◆ EXTRACTED RECORDS ◆
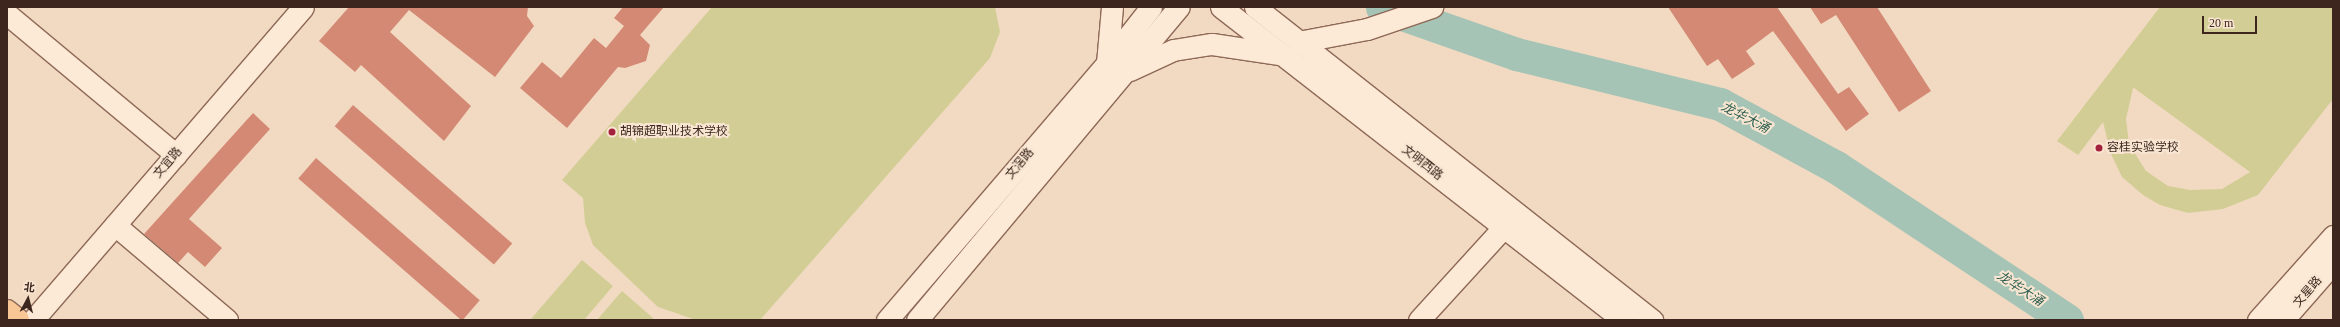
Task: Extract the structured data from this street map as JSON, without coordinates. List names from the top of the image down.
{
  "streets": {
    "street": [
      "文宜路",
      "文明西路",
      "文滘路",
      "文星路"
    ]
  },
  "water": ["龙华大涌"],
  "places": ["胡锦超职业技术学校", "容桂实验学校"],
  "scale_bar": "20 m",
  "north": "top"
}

◆ WHAT IS NEEDED ◆
The records are to be returned verbatim. Skip any picture they contain.

◆ REPLY ◆
Task: Extract the structured data from this street map as JSON, without coordinates. List names from the top of the image down.
{
  "streets": {
    "street": [
      "文宜路",
      "文明西路",
      "文滘路",
      "文星路"
    ]
  },
  "water": ["龙华大涌"],
  "places": ["胡锦超职业技术学校", "容桂实验学校"],
  "scale_bar": "20 m",
  "north": "top"
}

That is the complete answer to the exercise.